**WORK REQUIRED**
Go through the entries below and count the lines where the word "position" appears; give only the count.

** Opening MATERIALS PROVIDED block **

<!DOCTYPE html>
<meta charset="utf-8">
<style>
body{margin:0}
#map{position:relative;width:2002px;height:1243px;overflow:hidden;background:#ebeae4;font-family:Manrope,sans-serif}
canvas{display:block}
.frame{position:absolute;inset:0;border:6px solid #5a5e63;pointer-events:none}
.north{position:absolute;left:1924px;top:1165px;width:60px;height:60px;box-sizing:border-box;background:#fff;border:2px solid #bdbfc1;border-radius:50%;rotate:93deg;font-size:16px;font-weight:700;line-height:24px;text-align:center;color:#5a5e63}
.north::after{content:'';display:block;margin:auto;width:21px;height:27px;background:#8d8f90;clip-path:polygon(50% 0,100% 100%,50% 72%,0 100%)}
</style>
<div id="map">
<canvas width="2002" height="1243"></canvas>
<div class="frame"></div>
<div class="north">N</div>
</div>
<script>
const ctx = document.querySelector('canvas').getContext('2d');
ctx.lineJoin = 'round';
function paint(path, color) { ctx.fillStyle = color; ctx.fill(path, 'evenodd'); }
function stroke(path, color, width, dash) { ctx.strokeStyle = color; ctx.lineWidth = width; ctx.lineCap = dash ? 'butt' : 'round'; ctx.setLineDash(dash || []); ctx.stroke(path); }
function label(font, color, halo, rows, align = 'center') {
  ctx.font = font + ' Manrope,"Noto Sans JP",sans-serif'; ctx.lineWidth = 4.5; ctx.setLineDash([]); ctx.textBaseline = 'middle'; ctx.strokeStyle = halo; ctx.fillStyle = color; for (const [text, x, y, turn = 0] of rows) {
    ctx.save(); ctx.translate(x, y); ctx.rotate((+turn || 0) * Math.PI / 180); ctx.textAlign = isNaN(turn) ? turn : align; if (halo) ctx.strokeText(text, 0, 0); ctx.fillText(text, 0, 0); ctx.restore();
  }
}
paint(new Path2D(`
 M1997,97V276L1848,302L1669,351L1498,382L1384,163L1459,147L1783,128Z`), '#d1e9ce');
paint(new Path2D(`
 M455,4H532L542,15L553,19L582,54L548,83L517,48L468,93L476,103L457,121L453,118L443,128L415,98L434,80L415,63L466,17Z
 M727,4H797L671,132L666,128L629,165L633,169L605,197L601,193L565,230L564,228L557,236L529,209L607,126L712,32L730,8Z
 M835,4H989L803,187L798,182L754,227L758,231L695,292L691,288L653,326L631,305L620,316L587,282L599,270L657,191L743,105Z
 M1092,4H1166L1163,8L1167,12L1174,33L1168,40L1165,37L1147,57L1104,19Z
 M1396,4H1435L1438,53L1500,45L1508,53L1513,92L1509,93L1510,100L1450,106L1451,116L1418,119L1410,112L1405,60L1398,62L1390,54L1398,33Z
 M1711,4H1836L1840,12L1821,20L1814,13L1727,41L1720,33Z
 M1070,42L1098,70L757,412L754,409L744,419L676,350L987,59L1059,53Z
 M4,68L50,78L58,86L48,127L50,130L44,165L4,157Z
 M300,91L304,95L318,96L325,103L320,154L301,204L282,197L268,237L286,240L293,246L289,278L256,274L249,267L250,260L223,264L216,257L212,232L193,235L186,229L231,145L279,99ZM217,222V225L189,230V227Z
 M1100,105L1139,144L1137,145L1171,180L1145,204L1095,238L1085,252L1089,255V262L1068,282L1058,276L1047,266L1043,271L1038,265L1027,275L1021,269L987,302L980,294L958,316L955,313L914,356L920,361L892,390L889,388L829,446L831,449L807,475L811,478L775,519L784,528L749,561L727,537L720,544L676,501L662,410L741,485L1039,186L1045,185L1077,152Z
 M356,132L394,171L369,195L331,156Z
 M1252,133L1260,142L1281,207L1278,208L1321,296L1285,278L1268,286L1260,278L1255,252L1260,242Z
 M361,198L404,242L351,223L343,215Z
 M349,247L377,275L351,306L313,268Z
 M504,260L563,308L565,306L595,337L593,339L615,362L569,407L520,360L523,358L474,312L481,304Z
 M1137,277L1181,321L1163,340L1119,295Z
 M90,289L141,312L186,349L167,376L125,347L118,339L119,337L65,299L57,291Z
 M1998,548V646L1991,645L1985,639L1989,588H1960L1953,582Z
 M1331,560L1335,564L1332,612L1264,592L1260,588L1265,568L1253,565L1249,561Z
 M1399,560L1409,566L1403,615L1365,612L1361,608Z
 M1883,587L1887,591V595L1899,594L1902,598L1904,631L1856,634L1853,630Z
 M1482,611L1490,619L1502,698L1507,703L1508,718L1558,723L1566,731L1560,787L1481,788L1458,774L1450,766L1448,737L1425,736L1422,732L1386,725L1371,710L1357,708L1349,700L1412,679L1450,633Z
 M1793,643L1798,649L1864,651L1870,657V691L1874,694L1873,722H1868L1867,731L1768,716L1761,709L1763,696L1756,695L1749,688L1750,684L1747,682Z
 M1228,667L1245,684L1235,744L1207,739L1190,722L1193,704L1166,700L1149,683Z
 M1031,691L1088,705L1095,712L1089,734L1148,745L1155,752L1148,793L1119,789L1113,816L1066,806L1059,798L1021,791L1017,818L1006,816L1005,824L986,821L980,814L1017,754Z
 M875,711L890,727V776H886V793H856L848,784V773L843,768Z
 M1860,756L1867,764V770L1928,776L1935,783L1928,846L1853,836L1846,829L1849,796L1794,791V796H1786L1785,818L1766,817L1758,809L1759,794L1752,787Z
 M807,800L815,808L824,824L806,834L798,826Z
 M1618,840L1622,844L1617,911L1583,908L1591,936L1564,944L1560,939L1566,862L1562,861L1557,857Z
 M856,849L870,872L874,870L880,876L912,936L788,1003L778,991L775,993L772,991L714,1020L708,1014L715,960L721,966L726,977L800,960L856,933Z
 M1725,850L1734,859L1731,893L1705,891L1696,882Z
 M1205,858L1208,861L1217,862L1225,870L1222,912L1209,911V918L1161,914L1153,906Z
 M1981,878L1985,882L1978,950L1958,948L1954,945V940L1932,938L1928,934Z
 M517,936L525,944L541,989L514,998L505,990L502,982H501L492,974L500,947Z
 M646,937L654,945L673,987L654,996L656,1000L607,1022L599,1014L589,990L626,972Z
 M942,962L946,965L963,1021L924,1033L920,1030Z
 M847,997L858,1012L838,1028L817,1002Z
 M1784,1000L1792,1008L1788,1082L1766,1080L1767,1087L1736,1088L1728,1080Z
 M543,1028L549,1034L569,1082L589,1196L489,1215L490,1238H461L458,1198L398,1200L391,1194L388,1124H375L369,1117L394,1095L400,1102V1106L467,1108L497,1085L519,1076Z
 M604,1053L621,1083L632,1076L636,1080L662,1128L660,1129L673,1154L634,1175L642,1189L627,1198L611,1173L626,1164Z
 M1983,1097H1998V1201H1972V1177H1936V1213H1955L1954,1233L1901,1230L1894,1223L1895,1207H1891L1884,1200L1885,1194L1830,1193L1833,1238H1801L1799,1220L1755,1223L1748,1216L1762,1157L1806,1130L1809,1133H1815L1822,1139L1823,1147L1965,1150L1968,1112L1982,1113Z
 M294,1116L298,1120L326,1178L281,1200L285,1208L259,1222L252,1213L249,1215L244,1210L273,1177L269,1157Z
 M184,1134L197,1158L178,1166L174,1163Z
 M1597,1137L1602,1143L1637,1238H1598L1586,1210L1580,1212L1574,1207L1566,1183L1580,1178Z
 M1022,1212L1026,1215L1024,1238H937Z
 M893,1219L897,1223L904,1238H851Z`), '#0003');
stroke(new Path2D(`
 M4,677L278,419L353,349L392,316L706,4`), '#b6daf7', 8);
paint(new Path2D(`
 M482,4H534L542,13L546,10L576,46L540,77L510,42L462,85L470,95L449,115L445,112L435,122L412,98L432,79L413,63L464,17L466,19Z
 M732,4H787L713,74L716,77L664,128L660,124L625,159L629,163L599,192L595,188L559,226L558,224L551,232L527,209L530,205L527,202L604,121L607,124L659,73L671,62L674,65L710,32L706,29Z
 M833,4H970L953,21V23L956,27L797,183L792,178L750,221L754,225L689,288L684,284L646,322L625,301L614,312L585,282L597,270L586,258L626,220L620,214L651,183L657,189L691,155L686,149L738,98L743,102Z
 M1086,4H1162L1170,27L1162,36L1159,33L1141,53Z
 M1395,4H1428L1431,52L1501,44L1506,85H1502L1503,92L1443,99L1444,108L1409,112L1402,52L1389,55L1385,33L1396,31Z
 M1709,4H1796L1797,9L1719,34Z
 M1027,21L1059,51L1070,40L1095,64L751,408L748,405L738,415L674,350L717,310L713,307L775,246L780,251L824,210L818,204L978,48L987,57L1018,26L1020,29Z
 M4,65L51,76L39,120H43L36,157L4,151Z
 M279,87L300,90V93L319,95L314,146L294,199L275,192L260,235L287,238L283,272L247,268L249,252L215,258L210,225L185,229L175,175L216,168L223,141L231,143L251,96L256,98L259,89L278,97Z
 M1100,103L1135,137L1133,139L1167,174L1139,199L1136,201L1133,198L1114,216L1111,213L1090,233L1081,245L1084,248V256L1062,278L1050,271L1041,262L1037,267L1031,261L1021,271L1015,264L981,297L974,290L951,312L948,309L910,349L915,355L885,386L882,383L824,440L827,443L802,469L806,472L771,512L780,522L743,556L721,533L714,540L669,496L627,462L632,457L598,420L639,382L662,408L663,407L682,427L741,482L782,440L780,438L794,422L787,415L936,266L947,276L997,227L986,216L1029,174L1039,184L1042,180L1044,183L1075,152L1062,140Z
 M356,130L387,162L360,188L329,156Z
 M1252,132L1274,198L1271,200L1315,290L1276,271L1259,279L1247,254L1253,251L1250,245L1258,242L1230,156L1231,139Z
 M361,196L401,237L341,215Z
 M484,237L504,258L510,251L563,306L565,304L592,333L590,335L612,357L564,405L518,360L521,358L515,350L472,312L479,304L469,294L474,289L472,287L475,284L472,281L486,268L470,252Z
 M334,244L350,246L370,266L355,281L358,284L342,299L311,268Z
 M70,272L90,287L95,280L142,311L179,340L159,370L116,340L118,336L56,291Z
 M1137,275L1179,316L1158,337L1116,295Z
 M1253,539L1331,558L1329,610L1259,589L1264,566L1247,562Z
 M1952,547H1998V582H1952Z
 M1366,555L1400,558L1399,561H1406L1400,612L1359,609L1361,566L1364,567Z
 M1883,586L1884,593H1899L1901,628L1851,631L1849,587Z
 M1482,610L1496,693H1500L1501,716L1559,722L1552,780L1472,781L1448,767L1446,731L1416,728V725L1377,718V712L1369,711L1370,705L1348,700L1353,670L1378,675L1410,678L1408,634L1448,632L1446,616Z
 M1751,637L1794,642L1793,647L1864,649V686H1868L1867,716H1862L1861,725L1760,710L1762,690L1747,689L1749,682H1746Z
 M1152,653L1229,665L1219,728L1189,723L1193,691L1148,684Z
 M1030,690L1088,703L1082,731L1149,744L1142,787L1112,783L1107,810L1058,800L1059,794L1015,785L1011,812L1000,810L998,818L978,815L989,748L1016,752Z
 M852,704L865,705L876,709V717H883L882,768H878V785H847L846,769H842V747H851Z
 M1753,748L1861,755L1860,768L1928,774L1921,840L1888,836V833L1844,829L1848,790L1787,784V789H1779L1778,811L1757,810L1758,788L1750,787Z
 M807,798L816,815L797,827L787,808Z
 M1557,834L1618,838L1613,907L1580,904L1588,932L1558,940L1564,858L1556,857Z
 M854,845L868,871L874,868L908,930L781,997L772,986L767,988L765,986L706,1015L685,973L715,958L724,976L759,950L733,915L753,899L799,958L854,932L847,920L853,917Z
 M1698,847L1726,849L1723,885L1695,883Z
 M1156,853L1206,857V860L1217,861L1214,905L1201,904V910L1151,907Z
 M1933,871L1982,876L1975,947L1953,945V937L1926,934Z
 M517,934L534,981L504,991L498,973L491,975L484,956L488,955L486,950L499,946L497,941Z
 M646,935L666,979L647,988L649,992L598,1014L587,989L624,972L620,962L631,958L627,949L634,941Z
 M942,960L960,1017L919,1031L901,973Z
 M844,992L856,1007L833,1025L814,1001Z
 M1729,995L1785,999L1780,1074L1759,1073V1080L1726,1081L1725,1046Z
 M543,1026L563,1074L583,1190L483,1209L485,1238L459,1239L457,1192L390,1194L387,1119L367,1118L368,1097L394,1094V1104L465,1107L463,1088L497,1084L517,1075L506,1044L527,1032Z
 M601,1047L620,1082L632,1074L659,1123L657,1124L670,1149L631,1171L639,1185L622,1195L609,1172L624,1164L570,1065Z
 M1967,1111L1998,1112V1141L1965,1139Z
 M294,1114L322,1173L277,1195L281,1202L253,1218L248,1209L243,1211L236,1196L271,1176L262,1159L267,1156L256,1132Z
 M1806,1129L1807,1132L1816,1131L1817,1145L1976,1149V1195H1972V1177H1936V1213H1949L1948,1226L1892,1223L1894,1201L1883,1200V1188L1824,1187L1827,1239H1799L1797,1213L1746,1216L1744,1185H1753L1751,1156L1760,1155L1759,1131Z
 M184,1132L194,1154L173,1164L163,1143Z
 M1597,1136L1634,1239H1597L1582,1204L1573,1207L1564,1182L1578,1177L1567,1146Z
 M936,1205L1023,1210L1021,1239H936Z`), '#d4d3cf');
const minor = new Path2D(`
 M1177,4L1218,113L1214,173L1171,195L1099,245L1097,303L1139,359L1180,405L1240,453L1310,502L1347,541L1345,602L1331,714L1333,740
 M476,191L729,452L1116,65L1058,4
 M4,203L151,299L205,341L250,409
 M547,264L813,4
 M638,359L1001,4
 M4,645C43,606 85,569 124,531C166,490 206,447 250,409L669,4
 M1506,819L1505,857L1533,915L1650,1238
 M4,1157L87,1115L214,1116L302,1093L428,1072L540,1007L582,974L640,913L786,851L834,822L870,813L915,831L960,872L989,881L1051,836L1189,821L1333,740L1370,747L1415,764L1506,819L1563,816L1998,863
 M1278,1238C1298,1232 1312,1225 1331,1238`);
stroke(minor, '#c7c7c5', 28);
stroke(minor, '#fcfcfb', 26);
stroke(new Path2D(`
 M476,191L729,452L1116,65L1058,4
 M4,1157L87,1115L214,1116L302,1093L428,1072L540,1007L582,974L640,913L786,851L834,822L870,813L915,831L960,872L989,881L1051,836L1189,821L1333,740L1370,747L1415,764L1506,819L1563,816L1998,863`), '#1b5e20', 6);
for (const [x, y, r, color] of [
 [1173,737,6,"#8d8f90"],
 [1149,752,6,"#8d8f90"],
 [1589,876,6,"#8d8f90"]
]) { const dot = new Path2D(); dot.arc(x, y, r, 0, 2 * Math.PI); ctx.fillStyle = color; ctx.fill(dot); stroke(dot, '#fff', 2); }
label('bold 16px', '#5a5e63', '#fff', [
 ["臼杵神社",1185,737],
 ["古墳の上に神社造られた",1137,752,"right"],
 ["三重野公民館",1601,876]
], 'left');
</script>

** Closing MATERIALS PROVIDED block **

**EXERCISE RESPONSE**
3